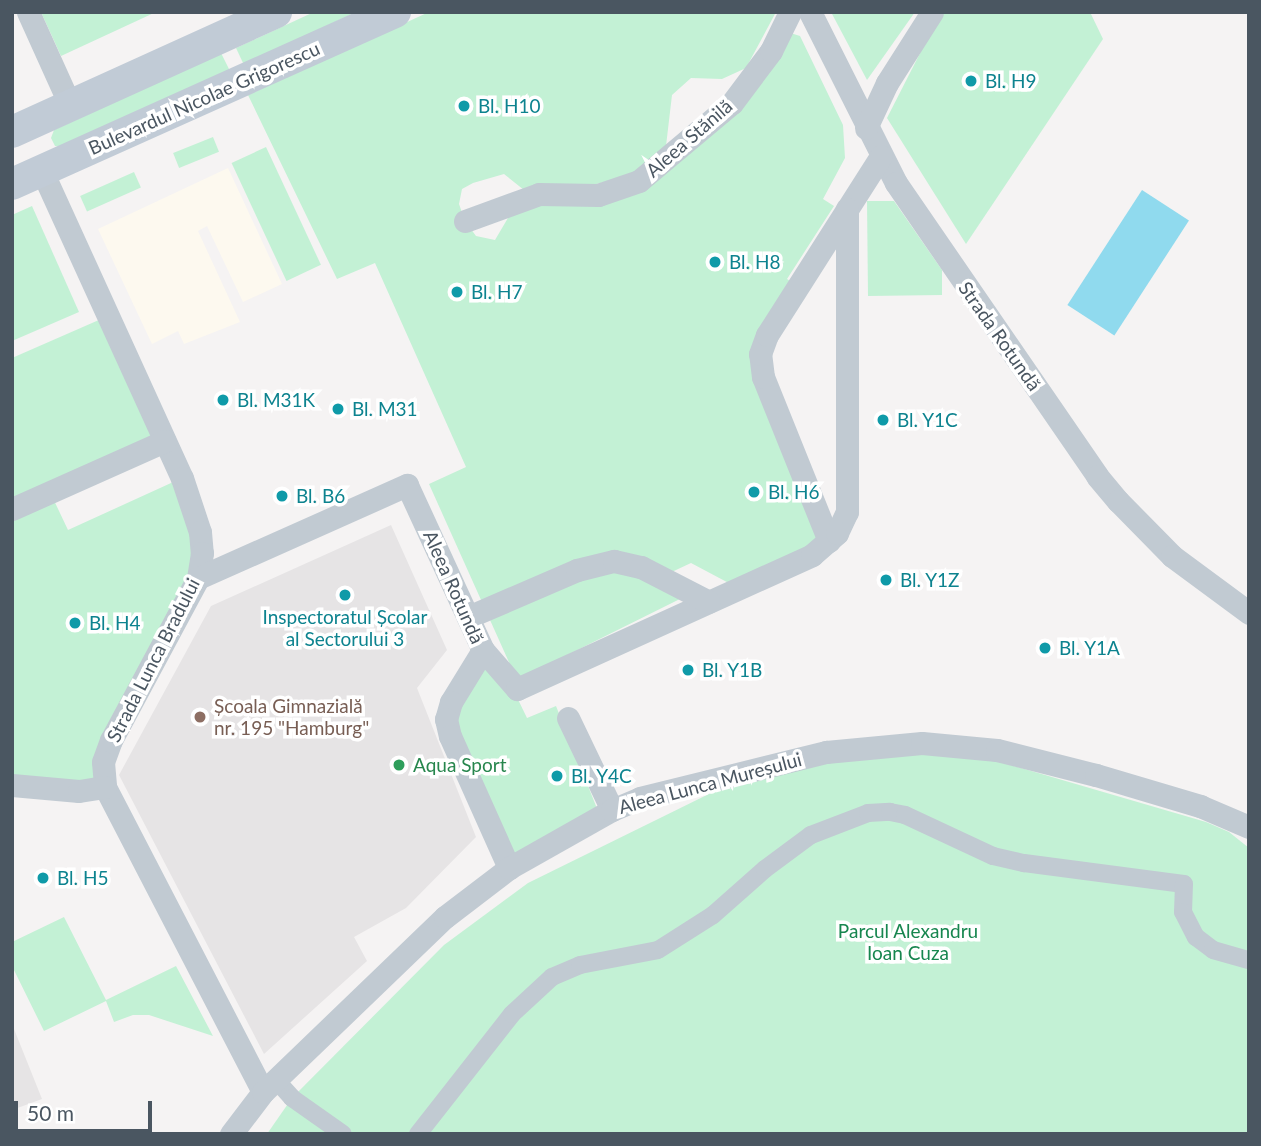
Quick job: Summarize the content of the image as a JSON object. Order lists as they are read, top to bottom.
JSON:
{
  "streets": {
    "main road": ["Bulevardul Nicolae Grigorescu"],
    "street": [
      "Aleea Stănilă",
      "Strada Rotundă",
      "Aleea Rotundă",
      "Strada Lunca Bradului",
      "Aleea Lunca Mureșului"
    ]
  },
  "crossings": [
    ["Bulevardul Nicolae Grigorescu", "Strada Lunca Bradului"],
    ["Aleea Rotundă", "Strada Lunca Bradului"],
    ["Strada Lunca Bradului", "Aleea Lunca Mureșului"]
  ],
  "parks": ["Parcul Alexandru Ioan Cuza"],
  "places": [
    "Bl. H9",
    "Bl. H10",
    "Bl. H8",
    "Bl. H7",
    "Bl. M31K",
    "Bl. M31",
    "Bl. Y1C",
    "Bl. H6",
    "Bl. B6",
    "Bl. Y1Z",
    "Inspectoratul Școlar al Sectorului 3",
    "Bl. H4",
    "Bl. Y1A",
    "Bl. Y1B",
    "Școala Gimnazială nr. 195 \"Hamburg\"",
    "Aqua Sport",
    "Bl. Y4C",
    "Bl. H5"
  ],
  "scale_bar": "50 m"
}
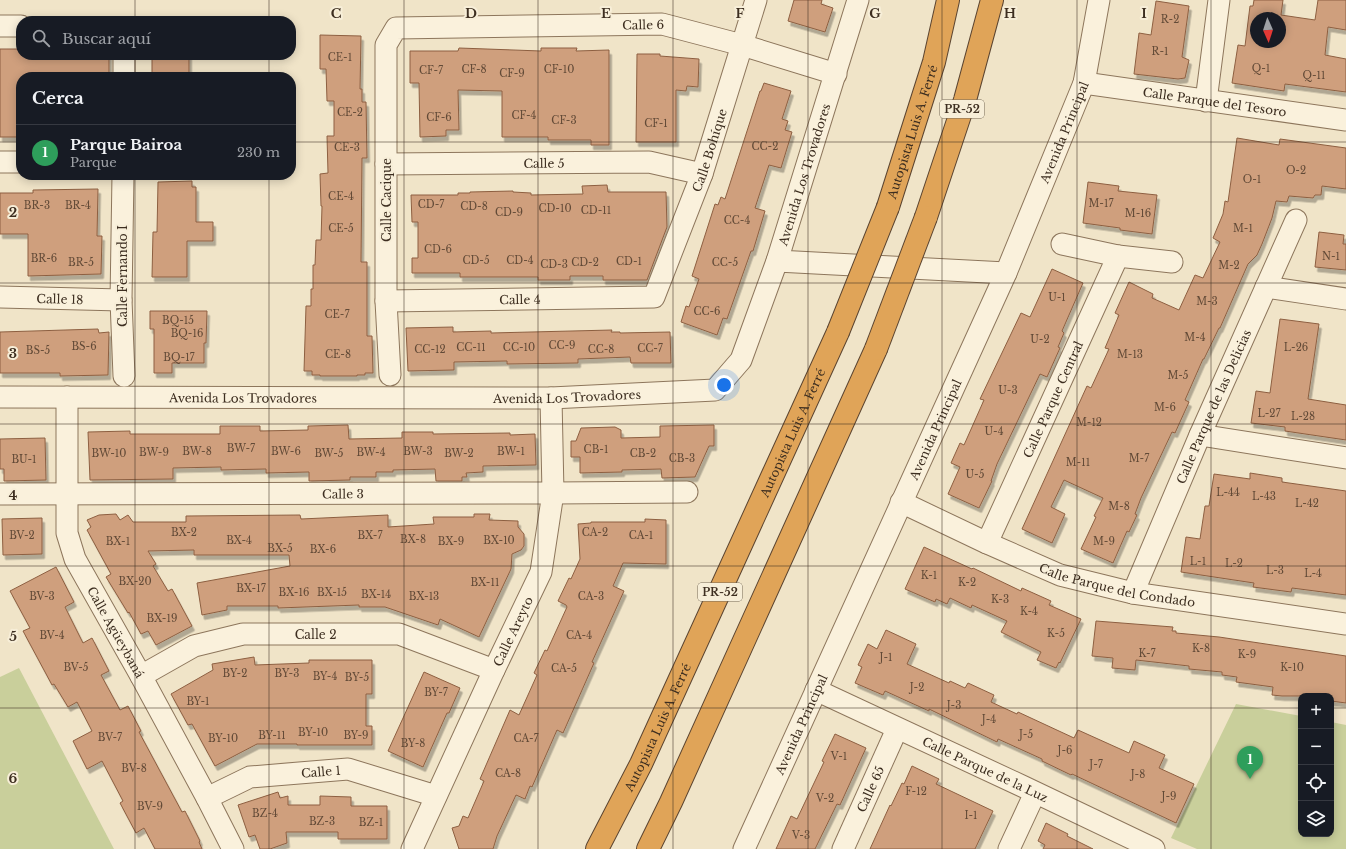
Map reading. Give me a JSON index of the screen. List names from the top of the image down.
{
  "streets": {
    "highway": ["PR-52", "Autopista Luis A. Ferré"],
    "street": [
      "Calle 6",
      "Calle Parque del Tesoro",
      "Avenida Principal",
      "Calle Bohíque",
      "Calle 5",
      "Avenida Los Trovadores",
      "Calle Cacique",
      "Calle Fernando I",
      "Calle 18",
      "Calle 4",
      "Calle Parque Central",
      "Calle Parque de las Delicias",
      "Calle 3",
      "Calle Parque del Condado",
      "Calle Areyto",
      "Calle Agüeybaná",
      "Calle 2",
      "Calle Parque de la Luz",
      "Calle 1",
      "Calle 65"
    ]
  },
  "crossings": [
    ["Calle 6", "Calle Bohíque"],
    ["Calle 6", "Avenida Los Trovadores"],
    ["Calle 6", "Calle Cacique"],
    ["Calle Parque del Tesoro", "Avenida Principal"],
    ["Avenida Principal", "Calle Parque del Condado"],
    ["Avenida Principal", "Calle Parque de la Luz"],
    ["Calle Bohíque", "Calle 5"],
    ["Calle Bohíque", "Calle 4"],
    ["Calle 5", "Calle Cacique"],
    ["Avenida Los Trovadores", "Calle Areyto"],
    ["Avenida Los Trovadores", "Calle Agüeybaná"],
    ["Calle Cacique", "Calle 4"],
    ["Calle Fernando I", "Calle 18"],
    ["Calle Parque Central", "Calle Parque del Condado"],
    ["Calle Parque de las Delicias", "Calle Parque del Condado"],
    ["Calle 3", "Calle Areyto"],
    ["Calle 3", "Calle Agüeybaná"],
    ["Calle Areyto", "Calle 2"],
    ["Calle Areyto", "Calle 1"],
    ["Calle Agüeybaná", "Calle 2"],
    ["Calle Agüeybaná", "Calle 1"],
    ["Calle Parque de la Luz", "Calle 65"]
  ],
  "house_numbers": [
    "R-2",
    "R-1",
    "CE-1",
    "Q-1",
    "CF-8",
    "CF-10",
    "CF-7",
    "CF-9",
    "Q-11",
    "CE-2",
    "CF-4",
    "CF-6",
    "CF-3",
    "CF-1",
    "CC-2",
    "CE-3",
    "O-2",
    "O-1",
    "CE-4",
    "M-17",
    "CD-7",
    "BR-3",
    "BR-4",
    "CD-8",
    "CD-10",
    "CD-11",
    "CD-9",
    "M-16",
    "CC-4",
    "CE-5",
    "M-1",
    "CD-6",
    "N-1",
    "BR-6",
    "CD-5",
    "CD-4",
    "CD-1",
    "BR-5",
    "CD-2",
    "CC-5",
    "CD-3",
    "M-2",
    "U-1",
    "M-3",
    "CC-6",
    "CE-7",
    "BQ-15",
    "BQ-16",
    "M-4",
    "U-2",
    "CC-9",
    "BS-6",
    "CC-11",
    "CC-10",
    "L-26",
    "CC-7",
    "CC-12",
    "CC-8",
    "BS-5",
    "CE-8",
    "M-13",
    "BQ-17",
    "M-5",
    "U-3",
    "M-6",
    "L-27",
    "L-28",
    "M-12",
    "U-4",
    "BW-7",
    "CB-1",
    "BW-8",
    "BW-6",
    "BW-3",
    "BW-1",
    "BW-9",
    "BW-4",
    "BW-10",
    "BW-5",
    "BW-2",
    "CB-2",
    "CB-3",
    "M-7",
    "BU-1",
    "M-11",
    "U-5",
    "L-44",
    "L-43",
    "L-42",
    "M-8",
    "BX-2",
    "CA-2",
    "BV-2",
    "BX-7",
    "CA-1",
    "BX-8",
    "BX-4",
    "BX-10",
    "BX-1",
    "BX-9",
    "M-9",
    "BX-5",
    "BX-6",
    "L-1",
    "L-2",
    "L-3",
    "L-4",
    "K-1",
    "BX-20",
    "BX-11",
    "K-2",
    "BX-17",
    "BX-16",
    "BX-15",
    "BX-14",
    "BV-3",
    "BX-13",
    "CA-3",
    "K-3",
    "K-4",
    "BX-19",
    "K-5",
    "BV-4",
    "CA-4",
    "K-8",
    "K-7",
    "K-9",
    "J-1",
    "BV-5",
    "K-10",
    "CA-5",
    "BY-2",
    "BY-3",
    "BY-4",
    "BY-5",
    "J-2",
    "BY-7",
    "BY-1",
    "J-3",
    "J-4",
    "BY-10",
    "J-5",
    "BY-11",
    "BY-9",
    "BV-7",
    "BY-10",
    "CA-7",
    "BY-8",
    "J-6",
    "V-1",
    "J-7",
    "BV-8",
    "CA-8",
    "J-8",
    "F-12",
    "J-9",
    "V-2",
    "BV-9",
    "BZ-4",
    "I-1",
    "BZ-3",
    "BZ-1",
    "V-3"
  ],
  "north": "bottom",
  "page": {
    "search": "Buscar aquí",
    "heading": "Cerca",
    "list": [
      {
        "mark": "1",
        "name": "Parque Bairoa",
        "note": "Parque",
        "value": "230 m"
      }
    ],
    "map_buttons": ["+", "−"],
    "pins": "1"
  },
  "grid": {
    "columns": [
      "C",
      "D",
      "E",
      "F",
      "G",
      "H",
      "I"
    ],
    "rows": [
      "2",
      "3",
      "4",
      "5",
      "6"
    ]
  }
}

→ **Your instructions**
Count the lines in the records that include the word "Bohíque". Report the total alone.

→ **Response to the exercise**
4